**Work task:**
When a line in the data below includes "forest", pick it out and copy it.

━━━ Working data ━━━

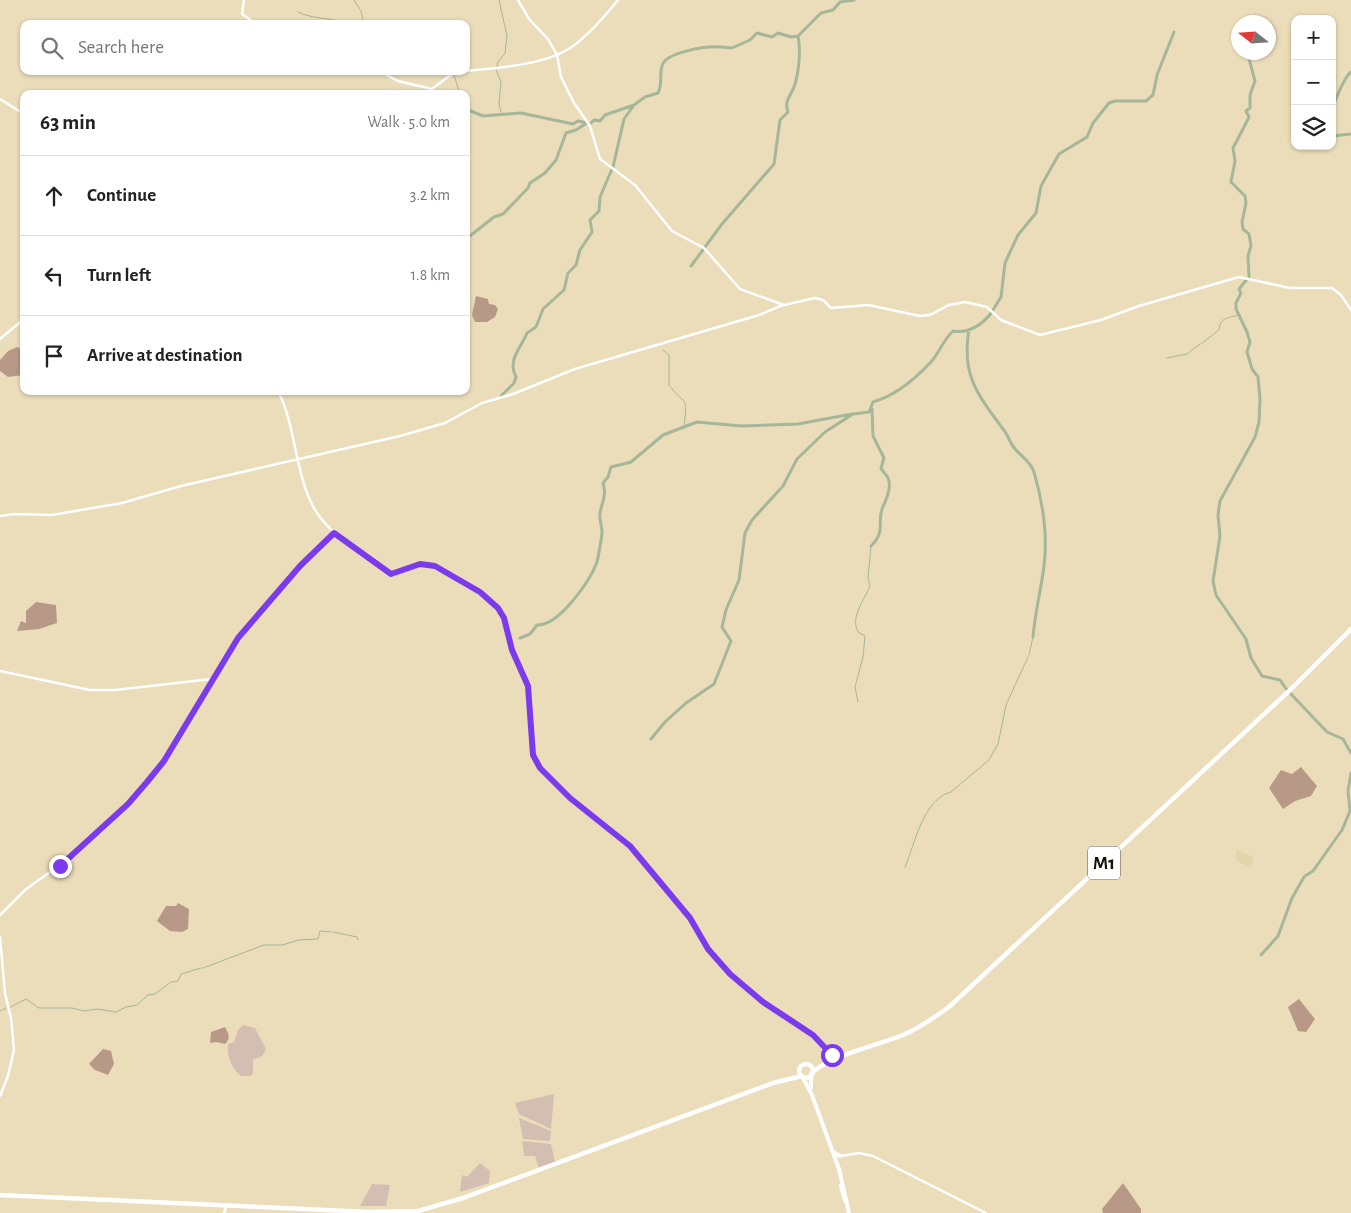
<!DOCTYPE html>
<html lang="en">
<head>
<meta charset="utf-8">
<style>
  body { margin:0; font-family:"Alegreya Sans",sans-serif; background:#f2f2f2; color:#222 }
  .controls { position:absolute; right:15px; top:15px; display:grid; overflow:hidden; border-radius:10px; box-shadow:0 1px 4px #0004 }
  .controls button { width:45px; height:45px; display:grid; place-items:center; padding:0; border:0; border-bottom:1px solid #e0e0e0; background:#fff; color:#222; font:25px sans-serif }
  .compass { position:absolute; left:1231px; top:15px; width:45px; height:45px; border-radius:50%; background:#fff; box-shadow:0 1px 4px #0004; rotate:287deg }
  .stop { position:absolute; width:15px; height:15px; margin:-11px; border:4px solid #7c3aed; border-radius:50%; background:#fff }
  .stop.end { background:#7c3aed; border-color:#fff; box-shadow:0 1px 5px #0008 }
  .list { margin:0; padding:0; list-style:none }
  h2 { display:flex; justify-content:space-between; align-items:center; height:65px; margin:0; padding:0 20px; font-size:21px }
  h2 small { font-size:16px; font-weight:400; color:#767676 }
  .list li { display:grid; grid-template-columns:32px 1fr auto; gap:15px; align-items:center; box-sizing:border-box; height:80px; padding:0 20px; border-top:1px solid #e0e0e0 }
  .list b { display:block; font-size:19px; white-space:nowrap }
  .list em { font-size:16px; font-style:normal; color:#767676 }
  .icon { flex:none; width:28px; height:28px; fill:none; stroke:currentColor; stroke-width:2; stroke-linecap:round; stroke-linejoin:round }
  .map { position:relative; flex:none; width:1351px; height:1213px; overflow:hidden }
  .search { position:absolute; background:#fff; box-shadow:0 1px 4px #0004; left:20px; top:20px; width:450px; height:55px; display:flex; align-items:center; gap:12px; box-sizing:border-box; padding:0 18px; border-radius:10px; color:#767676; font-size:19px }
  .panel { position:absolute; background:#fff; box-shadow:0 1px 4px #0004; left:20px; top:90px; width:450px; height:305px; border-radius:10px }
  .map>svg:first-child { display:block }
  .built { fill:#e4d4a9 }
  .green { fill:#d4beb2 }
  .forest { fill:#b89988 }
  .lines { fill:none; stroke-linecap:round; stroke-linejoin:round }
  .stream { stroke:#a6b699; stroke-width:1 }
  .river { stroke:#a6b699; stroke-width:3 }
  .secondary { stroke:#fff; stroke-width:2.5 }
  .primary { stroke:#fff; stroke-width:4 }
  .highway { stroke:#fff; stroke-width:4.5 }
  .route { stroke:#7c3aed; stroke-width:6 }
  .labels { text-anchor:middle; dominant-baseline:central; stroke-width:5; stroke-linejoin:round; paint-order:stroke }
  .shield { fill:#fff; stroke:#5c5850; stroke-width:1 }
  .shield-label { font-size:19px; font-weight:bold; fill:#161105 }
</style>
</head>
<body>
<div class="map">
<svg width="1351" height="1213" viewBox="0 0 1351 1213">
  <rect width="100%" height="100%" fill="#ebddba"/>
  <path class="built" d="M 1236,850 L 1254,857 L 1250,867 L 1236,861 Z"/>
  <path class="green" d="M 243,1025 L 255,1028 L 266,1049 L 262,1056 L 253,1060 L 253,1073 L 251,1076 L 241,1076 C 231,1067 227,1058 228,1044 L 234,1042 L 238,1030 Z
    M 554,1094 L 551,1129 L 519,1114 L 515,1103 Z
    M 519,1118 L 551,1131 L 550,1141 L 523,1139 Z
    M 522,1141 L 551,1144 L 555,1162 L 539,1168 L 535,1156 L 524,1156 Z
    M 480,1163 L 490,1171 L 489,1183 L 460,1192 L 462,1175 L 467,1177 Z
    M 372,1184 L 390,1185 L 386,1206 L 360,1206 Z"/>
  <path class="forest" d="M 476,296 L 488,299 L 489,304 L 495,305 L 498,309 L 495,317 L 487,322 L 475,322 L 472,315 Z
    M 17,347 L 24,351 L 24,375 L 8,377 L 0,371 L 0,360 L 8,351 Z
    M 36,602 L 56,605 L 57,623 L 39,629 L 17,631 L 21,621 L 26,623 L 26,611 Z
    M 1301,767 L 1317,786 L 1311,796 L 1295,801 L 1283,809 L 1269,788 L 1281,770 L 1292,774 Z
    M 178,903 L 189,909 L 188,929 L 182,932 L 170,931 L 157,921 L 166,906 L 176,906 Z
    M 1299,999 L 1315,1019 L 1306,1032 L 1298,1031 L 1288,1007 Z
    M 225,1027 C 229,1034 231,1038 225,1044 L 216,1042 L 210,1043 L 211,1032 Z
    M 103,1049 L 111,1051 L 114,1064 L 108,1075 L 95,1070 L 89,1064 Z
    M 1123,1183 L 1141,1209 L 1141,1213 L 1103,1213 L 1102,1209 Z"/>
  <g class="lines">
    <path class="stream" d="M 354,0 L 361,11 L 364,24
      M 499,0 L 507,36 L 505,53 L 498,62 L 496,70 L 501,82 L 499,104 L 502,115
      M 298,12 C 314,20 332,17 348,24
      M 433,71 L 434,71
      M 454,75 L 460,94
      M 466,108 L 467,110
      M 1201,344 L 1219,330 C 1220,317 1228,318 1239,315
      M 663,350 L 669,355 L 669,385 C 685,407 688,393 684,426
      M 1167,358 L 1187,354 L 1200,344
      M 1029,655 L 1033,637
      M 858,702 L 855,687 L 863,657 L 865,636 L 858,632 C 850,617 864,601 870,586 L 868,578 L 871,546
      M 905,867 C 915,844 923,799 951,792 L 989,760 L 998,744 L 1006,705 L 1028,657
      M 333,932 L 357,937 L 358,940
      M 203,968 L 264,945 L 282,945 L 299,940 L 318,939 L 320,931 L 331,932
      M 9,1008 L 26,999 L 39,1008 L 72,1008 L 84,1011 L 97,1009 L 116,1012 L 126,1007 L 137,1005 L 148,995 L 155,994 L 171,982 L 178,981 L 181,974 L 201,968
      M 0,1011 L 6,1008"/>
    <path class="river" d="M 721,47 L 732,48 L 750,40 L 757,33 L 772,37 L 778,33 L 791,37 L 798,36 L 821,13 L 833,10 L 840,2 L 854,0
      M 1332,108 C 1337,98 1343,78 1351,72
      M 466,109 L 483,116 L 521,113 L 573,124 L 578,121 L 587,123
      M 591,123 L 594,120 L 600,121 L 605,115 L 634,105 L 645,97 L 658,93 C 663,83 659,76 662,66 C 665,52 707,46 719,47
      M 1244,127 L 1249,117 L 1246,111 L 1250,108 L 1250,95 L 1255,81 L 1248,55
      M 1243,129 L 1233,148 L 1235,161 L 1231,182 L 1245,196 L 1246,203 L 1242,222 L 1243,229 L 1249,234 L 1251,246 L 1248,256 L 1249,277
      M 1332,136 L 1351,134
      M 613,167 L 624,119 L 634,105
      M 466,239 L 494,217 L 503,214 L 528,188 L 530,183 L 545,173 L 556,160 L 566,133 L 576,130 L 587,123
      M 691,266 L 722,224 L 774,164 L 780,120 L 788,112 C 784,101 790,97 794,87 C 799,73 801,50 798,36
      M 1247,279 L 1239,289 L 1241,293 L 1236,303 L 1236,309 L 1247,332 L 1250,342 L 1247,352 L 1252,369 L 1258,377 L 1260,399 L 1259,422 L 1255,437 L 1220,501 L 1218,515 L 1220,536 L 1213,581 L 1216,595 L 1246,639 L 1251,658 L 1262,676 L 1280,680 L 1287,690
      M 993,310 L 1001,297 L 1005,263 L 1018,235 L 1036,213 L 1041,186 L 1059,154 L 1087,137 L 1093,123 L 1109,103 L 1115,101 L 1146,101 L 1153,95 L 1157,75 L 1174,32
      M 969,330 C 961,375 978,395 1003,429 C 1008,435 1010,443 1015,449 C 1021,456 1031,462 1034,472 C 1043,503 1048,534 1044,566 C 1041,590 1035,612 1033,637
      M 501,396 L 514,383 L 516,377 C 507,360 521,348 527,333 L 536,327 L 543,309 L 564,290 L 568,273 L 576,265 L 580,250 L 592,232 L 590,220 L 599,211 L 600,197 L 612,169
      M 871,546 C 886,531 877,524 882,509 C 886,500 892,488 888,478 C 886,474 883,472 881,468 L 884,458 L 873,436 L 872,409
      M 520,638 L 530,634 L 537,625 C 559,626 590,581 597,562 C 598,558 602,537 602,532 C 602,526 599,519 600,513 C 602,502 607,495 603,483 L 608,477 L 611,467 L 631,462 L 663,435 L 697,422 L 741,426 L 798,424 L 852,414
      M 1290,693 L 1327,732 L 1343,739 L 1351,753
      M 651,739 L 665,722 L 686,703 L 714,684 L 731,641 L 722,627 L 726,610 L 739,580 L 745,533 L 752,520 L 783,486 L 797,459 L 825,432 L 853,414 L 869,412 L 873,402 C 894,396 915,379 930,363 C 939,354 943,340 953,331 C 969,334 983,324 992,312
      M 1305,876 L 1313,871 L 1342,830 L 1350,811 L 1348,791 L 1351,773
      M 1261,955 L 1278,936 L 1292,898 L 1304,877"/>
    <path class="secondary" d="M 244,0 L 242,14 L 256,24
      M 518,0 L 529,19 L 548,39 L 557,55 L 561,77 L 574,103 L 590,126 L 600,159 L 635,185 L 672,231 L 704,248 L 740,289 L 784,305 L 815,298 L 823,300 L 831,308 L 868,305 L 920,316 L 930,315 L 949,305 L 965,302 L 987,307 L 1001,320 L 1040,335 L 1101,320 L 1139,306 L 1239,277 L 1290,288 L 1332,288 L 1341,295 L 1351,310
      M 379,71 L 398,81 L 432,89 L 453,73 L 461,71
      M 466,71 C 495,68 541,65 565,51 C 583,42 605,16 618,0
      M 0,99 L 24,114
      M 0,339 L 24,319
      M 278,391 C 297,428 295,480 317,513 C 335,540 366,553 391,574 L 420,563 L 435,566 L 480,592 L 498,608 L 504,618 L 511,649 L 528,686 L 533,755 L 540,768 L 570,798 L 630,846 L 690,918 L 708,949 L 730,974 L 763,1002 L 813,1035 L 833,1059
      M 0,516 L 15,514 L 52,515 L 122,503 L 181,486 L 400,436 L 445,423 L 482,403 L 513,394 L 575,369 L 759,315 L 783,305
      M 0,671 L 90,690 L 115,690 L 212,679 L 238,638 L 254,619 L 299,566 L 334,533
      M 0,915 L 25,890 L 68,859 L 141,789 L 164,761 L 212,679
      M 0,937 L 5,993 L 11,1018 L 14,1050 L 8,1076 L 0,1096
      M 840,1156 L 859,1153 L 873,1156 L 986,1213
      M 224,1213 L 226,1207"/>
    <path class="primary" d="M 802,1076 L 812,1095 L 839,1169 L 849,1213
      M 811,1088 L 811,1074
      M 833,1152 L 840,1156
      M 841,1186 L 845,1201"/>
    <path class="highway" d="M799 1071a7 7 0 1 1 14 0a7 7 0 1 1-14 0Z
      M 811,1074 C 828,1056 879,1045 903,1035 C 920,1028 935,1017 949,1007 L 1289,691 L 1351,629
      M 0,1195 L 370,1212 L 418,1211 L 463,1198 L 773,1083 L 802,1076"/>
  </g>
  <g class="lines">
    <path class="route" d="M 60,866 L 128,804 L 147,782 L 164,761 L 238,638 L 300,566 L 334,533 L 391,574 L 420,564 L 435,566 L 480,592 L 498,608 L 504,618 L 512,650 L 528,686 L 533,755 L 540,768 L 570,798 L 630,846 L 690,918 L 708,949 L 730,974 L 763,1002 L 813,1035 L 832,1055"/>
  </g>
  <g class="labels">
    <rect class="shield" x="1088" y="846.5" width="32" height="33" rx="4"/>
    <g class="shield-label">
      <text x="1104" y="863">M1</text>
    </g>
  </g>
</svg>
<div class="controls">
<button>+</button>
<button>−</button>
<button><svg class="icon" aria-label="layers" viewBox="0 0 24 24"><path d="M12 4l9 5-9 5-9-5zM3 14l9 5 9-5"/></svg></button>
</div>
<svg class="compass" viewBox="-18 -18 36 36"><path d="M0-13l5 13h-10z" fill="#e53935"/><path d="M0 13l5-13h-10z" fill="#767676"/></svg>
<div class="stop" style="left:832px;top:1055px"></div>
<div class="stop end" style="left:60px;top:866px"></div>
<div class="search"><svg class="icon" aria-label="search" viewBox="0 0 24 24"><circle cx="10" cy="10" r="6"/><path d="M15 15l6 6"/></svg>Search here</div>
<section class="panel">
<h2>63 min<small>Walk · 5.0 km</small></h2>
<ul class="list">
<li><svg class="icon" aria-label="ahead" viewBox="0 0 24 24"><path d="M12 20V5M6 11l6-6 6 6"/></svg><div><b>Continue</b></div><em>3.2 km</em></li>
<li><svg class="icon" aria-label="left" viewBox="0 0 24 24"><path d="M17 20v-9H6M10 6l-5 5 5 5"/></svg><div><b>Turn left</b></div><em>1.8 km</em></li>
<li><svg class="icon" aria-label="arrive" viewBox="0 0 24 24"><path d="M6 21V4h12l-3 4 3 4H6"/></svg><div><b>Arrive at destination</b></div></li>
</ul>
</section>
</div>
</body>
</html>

━━━

**Your solution:**
  .forest { fill:#b89988 }
  <path class="forest" d="M 476,296 L 488,299 L 489,304 L 495,305 L 498,309 L 495,317 L 487,322 L 475,322 L 472,315 Z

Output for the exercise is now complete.